Le climat en Indochine est chaud et très humide, avec une saison des pluies (de mai à octobre). Pendant cette période, les pluies sont si intenses qu’elles provoquent des inondations, et tout peut être envahi de moisissures.

Les colons européens souffrent souvent de maladies tropicales (paludisme, dysenterie) et certains apprennent à se soigner avec des plantes locales, utilisées depuis des siècles par les populations indigènes.

 

Inondation à Phnom-Penh, Cambodge

Hanoï lors des inondations de 1926

 

 

Plantes médicinales locales

Le bétel est une plante grimpante à fleurs dont les feuilles ont des vertus médicinales.

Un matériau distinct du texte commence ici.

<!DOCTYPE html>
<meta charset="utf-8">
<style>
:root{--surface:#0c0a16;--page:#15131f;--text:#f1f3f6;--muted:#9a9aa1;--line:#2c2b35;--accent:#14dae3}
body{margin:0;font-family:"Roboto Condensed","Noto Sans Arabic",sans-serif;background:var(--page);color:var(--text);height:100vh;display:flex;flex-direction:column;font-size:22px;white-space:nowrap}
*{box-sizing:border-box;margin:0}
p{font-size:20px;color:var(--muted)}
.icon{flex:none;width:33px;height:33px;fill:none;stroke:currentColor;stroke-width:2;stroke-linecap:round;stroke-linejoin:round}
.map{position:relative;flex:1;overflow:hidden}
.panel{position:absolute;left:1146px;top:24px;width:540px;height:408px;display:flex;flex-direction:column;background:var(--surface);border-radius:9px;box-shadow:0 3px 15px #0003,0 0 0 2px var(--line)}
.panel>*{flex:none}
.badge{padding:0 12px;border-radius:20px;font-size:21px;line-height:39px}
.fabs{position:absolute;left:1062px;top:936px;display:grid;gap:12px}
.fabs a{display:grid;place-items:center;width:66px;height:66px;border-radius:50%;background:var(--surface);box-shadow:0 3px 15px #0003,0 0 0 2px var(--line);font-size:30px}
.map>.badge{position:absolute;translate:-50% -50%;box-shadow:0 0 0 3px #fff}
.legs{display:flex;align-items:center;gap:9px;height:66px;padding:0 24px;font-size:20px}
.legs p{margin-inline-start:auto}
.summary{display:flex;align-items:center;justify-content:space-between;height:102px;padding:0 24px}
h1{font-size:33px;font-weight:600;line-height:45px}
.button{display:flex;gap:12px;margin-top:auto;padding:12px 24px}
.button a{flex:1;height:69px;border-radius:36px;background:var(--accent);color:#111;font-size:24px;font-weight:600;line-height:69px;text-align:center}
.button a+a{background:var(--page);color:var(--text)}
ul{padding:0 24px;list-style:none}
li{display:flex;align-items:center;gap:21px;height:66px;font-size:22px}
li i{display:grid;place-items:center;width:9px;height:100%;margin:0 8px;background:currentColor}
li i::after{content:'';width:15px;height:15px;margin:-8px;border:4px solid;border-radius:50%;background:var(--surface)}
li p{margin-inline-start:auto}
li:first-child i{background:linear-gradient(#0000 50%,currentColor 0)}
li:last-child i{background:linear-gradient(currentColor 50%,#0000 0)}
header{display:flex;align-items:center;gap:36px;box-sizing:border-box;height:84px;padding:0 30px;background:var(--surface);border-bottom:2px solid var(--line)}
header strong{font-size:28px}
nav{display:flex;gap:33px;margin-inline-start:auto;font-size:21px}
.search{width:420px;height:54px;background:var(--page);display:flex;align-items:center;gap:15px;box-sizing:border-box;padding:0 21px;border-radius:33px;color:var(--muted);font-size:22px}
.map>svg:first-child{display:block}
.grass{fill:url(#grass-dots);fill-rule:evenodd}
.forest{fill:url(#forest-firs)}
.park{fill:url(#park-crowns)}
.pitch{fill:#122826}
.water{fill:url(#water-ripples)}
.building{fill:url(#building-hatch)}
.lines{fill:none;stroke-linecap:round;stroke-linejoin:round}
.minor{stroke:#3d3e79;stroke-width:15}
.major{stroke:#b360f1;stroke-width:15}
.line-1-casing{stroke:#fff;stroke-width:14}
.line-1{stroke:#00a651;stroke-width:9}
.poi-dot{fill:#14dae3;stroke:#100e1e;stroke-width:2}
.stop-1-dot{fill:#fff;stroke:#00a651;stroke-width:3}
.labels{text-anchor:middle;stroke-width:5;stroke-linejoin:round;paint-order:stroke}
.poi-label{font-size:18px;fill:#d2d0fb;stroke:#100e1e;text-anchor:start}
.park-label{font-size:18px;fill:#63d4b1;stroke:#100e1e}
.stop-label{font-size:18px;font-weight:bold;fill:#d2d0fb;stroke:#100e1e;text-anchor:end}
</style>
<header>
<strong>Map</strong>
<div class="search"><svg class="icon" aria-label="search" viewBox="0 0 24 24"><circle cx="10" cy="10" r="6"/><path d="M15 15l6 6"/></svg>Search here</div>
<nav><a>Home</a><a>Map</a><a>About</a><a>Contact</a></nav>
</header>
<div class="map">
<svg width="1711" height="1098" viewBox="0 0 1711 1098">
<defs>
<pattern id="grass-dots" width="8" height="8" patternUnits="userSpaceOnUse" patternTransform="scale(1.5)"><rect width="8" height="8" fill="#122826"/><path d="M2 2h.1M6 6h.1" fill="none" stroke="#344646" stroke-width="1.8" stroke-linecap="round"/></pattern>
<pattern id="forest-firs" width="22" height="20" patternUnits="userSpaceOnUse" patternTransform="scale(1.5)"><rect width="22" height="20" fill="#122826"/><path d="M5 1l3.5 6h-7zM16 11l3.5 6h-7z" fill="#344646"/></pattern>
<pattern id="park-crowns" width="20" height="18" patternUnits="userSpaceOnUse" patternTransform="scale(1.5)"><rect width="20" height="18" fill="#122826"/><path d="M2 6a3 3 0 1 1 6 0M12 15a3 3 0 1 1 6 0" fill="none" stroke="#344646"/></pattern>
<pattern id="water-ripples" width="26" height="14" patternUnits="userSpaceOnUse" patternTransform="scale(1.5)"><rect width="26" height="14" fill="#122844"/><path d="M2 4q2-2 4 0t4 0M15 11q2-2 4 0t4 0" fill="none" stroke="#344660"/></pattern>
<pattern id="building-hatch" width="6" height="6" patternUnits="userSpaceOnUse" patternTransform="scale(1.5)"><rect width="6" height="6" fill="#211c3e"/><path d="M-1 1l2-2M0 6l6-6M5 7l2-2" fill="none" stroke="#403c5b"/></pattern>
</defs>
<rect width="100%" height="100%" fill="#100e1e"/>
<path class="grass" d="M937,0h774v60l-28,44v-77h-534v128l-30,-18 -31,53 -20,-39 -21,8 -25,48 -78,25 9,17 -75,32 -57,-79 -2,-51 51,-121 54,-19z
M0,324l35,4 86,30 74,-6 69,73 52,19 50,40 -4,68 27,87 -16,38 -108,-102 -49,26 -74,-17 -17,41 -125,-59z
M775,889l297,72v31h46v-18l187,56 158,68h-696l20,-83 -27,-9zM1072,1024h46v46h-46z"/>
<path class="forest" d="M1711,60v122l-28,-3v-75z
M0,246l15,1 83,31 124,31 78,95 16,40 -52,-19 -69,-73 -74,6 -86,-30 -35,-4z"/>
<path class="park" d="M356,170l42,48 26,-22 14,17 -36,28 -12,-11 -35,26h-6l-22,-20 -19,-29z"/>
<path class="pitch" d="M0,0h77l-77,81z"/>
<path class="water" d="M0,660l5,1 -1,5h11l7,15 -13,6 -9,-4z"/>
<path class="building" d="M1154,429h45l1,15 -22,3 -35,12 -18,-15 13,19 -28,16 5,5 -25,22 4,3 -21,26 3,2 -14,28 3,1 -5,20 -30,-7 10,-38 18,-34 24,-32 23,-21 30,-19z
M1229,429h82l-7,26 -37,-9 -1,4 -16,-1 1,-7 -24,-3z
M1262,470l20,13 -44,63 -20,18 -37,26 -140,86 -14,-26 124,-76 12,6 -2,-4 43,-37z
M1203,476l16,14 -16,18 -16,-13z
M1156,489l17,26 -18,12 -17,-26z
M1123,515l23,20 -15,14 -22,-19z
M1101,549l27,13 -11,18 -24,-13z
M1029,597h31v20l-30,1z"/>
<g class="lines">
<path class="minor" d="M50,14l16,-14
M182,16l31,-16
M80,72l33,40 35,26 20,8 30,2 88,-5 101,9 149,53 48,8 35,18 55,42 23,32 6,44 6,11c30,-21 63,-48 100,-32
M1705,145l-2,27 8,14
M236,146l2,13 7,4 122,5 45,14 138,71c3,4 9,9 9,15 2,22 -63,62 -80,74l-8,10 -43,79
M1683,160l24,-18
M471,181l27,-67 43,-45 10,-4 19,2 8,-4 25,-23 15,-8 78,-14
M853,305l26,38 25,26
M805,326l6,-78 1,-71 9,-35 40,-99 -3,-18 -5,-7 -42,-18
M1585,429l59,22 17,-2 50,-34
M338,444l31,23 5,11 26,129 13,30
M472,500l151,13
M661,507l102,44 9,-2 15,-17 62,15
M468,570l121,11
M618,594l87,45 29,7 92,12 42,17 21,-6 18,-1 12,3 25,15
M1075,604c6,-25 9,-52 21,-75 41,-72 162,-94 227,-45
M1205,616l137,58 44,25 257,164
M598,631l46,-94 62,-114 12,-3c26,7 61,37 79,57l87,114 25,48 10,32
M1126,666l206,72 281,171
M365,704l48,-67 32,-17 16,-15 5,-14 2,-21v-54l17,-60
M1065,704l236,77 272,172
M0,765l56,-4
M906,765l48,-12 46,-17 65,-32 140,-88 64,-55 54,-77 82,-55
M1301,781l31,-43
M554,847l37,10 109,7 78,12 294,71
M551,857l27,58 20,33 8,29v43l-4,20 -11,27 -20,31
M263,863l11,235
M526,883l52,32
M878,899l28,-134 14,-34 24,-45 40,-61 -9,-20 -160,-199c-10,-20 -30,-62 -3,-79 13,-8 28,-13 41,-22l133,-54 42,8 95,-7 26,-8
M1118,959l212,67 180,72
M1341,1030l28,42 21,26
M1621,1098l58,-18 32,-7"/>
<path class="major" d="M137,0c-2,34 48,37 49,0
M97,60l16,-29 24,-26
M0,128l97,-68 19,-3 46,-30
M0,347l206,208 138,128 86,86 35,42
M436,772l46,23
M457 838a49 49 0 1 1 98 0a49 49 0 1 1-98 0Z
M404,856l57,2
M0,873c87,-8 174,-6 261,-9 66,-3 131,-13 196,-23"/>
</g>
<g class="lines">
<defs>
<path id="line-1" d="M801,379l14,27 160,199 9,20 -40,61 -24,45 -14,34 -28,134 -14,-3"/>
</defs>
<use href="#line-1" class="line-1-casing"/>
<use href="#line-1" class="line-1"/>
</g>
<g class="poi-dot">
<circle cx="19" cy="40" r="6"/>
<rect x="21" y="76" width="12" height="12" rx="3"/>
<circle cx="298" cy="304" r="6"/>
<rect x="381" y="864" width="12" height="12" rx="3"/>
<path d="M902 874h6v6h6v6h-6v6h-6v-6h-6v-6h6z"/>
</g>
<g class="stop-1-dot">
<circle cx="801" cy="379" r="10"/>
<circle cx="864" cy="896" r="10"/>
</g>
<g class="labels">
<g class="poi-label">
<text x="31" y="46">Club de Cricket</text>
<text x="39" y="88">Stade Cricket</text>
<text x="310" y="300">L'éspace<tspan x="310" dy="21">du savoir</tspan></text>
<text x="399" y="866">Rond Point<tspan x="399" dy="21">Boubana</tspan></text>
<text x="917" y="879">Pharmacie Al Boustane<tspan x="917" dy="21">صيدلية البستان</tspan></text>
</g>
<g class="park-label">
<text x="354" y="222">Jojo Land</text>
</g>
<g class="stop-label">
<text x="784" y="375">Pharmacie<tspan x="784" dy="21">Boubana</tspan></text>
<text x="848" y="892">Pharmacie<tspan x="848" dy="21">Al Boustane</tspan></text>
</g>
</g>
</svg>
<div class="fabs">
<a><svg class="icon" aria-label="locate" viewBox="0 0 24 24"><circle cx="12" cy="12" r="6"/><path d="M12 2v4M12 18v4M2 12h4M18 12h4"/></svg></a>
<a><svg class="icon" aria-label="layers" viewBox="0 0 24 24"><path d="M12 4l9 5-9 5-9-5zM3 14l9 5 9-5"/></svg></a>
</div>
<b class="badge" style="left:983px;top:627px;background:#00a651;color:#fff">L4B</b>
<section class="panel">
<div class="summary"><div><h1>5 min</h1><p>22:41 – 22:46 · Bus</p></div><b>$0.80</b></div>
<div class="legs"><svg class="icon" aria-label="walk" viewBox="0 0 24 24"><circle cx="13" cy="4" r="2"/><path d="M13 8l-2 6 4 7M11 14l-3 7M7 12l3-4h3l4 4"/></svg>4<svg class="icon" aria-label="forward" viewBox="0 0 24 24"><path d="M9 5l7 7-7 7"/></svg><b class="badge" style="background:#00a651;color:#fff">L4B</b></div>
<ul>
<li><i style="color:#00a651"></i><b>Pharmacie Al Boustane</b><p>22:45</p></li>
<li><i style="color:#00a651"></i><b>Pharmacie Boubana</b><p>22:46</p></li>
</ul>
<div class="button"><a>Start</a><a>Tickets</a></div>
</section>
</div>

On les mâche avec de la chaux et de la noix d’arec pour créer une préparation appelée bétel. Cela stimule la salivation, qui devient rouge. Cette préparation a des effets désinfectants et désaltérants. En Indochine en 1931, le bétel est principalement consommé par les jeunes femmes de 16 à 20 ans, noircissant leurs dents et marquant leurs bouches de traces rougeâtres. 

 

Femme ayant chiqué du bétel

 

 

Le bael, appelé aussi « coing du Bengale » est utilisé pour ses propriétés digestives. Il est souvent employé pour traiter la diarrhée, les troubles digestifs et les douleurs abdominales

 

Maladies tropicales en Indochine:

En 1930,  en plus de la famine, de nombreuses maladies faisaient des ravages en Indochine. La variole était la plus dangereuse, tuant beaucoup d’enfants. Le paludisme était moins grave dans les zones de rizières, mais très dangereux dans les montagnes. Le choléra se propageait le long des rivières, et le béribéri, causé par une alimentation pauvre en vitamine B1, touchait surtout les prisonniers. L’opium, utilisé depuis le XVIIIe siècle, causait de graves problèmes sociaux et économiques.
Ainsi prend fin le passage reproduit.